عَنِ الزُّهْرِىِّ عَنْ سَالِمٍ عَنْ أَبِيهِ أَنَّ رَسُولَ اللّٰهِ صَلَّى اللّٰهُ عَلَيْهِ وَسَلَّمَ قَالَ وَمَنْ فَرَّجَ عَنْ مُسْلِمٍ كُرْبَةً فَرَّجَ اللّٰهُ عَنْهُ بِهَا كُرْبَةً مِنْ كُرَبِ يَوْمِ الْقِيَامَةِ وَمَنْ سَتَرَ مُسْلِمًا سَتَرَهُ اللّٰهُ يَوْمَ الْقِيَامَةِ…

“Kim müslümanı bir sıkıntıdan kurtarırsa, bu sebeple Allah da onu kıyamet günü sıkıntılarının birinden kurtarır. Kim bir müslümanı(n kusurunu) örterse, Allah da Kıyamet günü onu(n kusurunu) örter…”

(Buhârî, “Mezâlim”, 3; Müslim, “Birr”, 58.)

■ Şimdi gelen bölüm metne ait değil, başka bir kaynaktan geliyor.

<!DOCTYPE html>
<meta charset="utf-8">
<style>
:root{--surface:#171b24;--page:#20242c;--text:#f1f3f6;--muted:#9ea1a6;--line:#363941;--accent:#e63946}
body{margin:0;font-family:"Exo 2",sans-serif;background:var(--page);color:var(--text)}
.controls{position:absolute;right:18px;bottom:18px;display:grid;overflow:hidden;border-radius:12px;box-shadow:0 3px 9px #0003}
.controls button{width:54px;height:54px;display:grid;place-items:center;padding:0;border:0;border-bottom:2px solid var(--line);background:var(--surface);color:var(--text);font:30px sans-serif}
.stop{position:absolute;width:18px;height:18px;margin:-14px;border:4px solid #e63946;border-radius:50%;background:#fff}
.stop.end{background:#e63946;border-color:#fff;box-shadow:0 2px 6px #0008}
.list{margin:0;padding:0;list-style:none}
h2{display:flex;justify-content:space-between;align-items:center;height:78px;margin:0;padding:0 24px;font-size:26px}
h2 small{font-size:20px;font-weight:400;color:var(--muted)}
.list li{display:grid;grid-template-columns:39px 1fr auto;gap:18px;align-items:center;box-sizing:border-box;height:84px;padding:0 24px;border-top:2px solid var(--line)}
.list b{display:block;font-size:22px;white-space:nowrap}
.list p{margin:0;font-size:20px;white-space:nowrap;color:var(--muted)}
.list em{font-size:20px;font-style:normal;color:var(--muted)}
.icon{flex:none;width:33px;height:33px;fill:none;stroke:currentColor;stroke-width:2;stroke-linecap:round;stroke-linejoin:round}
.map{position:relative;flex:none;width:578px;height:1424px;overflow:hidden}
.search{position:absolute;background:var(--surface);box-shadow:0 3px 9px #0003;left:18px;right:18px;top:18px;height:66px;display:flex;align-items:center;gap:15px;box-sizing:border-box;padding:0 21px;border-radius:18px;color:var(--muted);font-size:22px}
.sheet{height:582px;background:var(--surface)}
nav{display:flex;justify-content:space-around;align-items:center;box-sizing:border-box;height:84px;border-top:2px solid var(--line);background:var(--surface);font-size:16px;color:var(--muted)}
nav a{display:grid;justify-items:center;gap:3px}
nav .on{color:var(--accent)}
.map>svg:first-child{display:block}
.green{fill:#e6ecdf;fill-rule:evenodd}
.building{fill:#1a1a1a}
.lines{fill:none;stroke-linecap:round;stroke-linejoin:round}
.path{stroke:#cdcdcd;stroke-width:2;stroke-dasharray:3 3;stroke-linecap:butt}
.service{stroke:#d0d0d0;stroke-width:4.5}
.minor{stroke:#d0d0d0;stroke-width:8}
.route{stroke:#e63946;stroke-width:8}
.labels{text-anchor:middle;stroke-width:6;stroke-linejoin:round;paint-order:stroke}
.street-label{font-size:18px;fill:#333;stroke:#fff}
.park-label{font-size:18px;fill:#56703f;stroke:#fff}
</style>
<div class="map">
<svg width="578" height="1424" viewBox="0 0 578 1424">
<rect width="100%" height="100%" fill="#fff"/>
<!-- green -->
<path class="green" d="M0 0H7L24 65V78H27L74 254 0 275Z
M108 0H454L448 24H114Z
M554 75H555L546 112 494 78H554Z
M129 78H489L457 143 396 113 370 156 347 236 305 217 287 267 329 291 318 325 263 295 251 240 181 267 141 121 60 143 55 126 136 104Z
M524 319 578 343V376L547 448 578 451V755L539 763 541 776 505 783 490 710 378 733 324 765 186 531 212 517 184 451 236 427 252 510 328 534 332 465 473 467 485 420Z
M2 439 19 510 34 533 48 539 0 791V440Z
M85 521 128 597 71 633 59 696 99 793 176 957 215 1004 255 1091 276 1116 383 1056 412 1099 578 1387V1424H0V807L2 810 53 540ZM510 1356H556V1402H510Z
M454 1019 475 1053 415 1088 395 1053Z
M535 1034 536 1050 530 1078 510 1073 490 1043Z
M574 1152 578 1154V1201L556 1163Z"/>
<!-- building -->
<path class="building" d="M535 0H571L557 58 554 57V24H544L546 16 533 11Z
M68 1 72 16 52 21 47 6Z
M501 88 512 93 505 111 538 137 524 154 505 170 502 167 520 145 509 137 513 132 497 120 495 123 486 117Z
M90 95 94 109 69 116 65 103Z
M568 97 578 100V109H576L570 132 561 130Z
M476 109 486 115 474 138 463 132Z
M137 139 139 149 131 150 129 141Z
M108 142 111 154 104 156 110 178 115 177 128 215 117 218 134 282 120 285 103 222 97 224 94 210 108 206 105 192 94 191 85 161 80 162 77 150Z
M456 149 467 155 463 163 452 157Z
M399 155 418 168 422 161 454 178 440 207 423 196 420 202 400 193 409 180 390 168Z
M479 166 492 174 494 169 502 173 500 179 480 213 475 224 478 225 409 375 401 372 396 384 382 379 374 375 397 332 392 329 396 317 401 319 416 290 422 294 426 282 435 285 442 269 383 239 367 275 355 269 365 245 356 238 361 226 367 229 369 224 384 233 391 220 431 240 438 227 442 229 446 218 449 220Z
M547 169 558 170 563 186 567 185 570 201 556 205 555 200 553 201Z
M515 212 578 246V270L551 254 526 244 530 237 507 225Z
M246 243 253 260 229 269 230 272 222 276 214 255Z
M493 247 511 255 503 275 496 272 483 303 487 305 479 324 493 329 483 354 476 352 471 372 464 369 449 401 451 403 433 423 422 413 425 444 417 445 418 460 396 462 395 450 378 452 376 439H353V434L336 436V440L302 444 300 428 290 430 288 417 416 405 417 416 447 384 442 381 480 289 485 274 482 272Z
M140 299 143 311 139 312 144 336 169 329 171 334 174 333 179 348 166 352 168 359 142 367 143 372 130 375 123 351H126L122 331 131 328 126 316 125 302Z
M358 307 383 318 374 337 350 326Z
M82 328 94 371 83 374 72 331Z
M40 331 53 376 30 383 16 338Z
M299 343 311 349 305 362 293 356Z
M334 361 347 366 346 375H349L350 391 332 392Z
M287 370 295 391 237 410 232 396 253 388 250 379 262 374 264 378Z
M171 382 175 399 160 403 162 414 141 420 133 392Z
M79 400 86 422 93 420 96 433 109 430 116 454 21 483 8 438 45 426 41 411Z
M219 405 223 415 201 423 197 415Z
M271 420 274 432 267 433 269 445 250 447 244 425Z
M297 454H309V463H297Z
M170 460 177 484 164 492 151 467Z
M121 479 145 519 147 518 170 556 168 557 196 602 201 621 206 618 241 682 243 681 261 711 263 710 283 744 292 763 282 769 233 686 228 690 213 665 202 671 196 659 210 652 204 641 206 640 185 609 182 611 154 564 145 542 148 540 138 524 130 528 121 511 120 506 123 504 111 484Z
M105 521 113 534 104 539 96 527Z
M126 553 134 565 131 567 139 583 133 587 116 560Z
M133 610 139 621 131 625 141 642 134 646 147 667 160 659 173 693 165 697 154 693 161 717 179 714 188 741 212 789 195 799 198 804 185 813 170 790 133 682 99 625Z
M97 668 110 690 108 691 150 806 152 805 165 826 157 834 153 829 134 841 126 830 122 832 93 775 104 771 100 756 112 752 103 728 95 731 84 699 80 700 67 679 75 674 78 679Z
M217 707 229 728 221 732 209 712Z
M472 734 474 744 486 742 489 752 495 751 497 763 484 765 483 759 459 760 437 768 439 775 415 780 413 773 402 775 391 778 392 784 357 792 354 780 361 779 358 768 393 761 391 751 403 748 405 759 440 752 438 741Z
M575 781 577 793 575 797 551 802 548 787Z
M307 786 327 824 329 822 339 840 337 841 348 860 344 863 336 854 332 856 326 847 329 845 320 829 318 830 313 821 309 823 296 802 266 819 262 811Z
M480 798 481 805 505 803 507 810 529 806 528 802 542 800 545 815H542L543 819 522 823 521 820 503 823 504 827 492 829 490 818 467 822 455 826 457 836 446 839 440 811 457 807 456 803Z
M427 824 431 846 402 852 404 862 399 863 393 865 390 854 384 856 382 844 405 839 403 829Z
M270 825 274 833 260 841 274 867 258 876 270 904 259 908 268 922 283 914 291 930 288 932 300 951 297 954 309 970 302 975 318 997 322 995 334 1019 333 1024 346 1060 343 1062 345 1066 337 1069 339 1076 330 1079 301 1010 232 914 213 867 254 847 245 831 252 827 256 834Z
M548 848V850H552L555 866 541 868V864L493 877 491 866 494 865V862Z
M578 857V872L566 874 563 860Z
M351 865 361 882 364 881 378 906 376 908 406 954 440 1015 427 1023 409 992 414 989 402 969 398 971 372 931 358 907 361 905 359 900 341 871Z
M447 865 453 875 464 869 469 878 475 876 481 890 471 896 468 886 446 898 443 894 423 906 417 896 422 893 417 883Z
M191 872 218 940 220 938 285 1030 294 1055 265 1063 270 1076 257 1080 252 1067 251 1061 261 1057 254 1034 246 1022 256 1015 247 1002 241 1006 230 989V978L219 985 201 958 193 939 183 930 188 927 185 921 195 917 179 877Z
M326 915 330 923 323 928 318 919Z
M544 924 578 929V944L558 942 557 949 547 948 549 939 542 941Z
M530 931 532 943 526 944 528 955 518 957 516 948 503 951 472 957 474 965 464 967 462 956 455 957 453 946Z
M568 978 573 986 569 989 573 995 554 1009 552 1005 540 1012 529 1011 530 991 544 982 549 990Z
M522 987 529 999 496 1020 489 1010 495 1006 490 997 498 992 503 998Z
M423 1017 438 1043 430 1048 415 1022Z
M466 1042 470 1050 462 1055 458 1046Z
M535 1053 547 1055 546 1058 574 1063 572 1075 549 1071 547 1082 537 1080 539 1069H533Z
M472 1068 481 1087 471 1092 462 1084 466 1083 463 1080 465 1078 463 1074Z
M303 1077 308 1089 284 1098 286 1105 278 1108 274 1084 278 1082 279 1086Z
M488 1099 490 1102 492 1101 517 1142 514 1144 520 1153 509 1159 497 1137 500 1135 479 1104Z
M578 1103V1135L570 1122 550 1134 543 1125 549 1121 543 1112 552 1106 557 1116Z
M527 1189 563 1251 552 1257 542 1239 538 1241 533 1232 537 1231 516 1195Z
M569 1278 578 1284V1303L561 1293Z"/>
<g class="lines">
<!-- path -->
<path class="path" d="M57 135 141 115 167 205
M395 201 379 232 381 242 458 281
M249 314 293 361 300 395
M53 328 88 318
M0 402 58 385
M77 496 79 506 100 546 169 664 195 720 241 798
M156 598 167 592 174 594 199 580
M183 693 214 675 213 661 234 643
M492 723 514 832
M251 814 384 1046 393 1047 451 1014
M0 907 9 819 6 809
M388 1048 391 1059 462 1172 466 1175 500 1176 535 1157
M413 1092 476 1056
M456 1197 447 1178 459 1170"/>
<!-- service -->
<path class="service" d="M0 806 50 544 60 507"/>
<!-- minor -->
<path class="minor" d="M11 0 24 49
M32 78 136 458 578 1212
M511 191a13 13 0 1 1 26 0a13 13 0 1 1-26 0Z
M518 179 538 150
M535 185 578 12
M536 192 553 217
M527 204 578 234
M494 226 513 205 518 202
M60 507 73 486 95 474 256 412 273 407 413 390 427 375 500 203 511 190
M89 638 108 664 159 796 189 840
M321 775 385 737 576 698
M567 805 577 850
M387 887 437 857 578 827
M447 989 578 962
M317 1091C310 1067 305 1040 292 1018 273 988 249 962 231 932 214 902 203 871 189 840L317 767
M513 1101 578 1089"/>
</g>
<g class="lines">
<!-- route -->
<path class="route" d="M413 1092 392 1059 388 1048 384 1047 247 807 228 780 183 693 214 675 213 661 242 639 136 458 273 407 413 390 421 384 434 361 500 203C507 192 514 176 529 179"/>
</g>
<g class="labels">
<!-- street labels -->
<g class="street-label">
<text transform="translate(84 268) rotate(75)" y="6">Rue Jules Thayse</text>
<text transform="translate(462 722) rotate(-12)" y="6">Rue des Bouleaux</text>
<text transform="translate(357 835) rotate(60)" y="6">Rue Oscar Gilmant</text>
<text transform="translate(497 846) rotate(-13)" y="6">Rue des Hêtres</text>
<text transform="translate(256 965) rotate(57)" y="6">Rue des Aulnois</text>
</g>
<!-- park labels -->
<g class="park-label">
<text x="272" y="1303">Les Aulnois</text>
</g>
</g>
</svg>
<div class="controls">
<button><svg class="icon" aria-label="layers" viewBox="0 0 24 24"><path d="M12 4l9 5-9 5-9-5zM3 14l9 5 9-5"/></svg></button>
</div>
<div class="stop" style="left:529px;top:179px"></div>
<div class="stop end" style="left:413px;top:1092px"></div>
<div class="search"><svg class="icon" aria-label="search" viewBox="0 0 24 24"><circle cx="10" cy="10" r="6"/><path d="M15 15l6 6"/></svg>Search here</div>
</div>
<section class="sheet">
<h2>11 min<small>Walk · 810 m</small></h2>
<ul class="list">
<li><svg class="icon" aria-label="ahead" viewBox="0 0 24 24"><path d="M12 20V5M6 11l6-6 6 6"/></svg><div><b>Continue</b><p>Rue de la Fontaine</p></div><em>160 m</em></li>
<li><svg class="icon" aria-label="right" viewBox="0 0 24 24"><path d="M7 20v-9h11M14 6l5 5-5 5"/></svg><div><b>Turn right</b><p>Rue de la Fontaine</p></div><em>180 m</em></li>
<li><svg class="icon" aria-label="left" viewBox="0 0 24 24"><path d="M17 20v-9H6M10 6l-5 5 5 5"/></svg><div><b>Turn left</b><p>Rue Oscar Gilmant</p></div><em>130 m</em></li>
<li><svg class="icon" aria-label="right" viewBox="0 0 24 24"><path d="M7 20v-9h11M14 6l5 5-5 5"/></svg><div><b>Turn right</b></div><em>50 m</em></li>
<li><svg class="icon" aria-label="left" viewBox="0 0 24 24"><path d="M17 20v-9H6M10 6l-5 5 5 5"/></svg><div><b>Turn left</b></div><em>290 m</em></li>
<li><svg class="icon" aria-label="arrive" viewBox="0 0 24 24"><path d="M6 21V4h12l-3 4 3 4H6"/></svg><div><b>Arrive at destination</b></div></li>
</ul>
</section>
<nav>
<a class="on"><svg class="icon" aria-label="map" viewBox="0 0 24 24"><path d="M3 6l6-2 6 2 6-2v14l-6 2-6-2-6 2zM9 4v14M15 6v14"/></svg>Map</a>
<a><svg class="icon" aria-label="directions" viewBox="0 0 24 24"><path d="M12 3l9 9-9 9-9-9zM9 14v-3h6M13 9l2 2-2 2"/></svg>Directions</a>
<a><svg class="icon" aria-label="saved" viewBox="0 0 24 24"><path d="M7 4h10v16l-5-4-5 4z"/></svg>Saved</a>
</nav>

عَنْ عَبْدِ اللَّهِ بْنِ عُمَرَ أَنَّ رَسُولَ اللّٰهِ صَلَّى اللّٰهُ عَلَيْهِ وَسَلَّمَ قَالَوَلاَ يَحِلُّ لِمُسْلِمٍ أنْ يَهْجُرَ أخَاهُ فَوْقَ ثَلاَثِةِ اَيَّامٍ

“Müslümanın, din kardeşine üç günden fazla dargın durması helal değildir.”
(Müslim, “Birr”,26; Ayrıca bkz. Buhârî, “Edeb”, 57, 62; Ebu Davud, “Edeb”, 47; tirmizî, “Birr ve Sıla”,21.)

عَنِ النُّعْمَانِ بْنِ بَشِيرٍ قَالَ قَالَ رَسُولُ اللّٰهِ صَلَّى اللّٰهُ عَلَيْهِ وَسَلَّمَمَثَلُ الْمُؤْمِنِينَ فِى تَوَادِّهِمْ وَتَرَاحُمِهِمْ وَتَعَاطُفِهِمْ مَثَلُ الْجَسَدِ إِذَا اشْتَكَى مِنْهُ عُضْوٌ تَدَاعَى لَهُ سَائِرُ الْجَسَدِ بِالسَّهَرِ وَالْحُمَّى

“Müminler birbirini sevmede, birbirlerine karşı sevgi ve merhamet göstermede tek bir beden gibidir. O bedenin bir organı acı çektiği zaman, bedenin diğer organları da uykusuzluk ve yüksek ateş çekerler.”

(İbn Hanbel, IV, 271; Buhârî, “Edeb”, 27; Müslim, “Birr”, 66.)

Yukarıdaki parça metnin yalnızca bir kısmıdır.